Summer_Twilight wrote:
Chronos wrote:
Summer_Twilight wrote:
Like most of the peeps in here I have faced lots of rejection and exclusion and even into my adulthood. Because of that, I find that I am sensitive to situations where people have to tell me "No" to do a certain activity with them.

Example:
1. Once I went to a funeral for a former co-worker who lost his step son 5 years ago and there was a bar there. So I had wanted to catch up and have a beer since a few of them including his brother-in-law who I also used to work with were getting a beer. My one who lost his step son had to tell me "Hey, we are having a special time for the guys. We always do this special tradition." As a result, I ended up crying which he felt bad about and associated with me later.

Anyone else experience situations like this?


Social rejection, exclusion and non includion are almost universally disliked among humans. Humans are programmed to feel hurt by it. People the spectrum, on average, are just subjected to rejection more.

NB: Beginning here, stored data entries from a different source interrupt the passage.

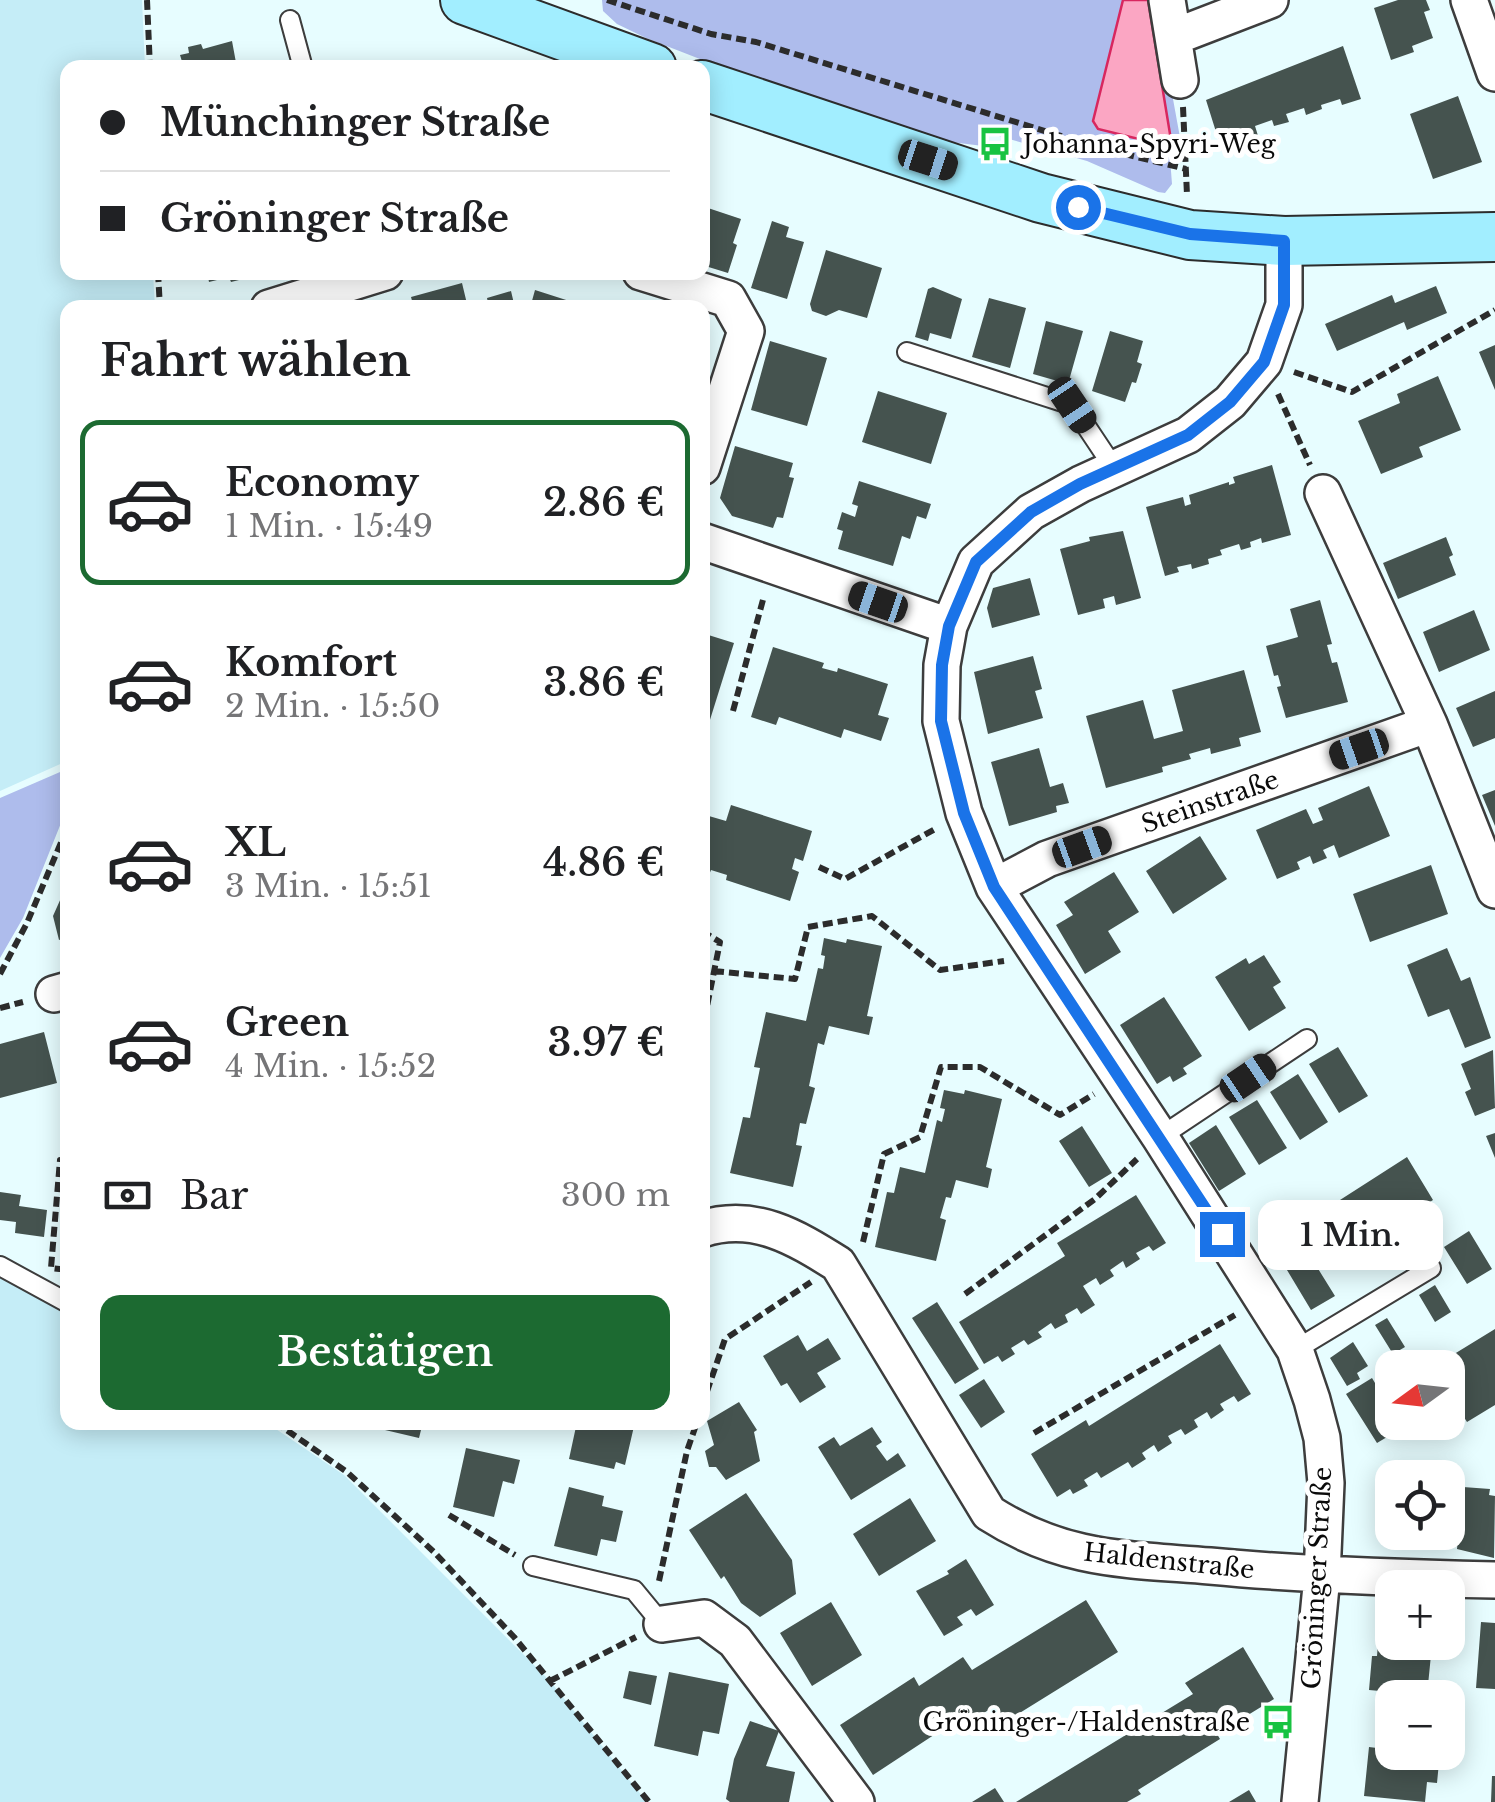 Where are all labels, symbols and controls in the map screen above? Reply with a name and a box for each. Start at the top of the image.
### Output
text: Münchinger Straße [160,99,550,146]
bus stop icon: Johanna-Spyri-Weg [976,125,1014,163]
place label: Johanna-Spyri-Weg [1020,129,1277,160]
car [895,136,961,184]
route start [1056,185,1101,230]
text: Gröninger Straße [160,195,509,242]
text: Fahrt wählen [100,332,411,388]
car [1043,372,1101,438]
icon: car [105,458,195,548]
text: Economy [225,459,419,506]
text: 2.86 € [543,479,665,526]
text: 1 Min. · 15:49 [225,506,433,546]
car [845,578,911,626]
icon: car [105,638,195,728]
text: Komfort [225,639,397,686]
text: 3.86 € [543,659,665,706]
text: 2 Min. · 15:50 [225,686,440,726]
car [1326,725,1392,773]
street label: Steinstraße [1137,764,1283,840]
icon: car [105,818,195,908]
text: XL [225,819,286,866]
car [1049,823,1115,871]
text: 4.86 € [543,839,665,886]
text: 3 Min. · 15:51 [225,866,432,906]
icon: car [105,998,195,1088]
text: Green [225,999,349,1046]
text: 3.97 € [548,1019,665,1066]
text: 4 Min. · 15:52 [225,1046,436,1086]
car [1215,1049,1281,1107]
icon: cash [100,1168,155,1223]
text: Bar [180,1172,248,1219]
text: 300 m [561,1175,670,1215]
callout: 1 Min. [1257,1199,1442,1269]
route end [1200,1212,1245,1257]
text: 1 Min. [1300,1215,1401,1255]
button: Bestätigen [100,1295,670,1410]
north arrow [1375,1350,1465,1440]
map controls [1375,1350,1465,1770]
button: locate [1375,1460,1465,1550]
street label: Gröninger Straße [1296,1466,1338,1690]
street label: Haldenstraße [1082,1537,1256,1585]
button: + [1375,1570,1465,1660]
button: − [1375,1680,1465,1770]
bus stop icon: Gröninger-/Haldenstraße [1259,1703,1297,1741]
place label: Gröninger-/Haldenstraße [922,1707,1250,1738] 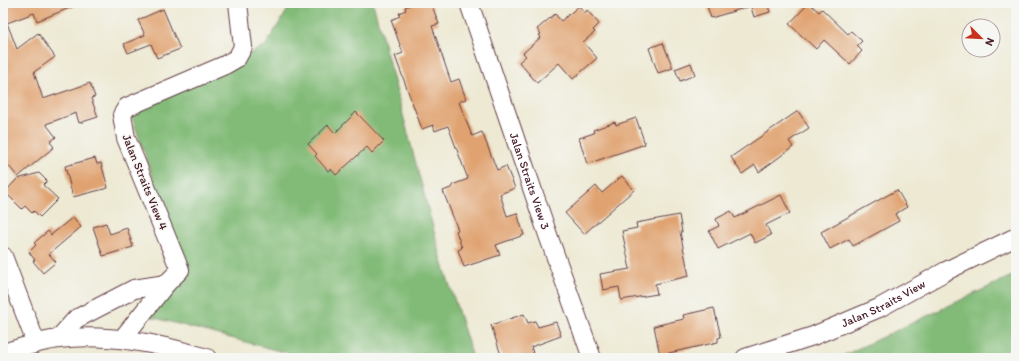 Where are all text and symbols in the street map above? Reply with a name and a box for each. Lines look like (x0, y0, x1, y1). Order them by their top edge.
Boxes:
north arrow (961, 18, 1001, 58)
text: N (982, 36, 997, 48)
street label: Jalan Straits View 3 (507, 131, 553, 232)
street label: Jalan Straits View 4 (119, 132, 171, 232)
street label: Jalan Straits View (839, 277, 928, 330)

I have heard that you almost have to read between the lines to understand the unwritten rules. In this case:
1. You have to have something in common with the people who are part of the group - They may have similar interests
2. They have things in common - such as having children or being married.
3. They have a tradition that they have been doing with a certain type of people

For us, we want to belong and I think that's difficult because we don't get there are unwritten rules there.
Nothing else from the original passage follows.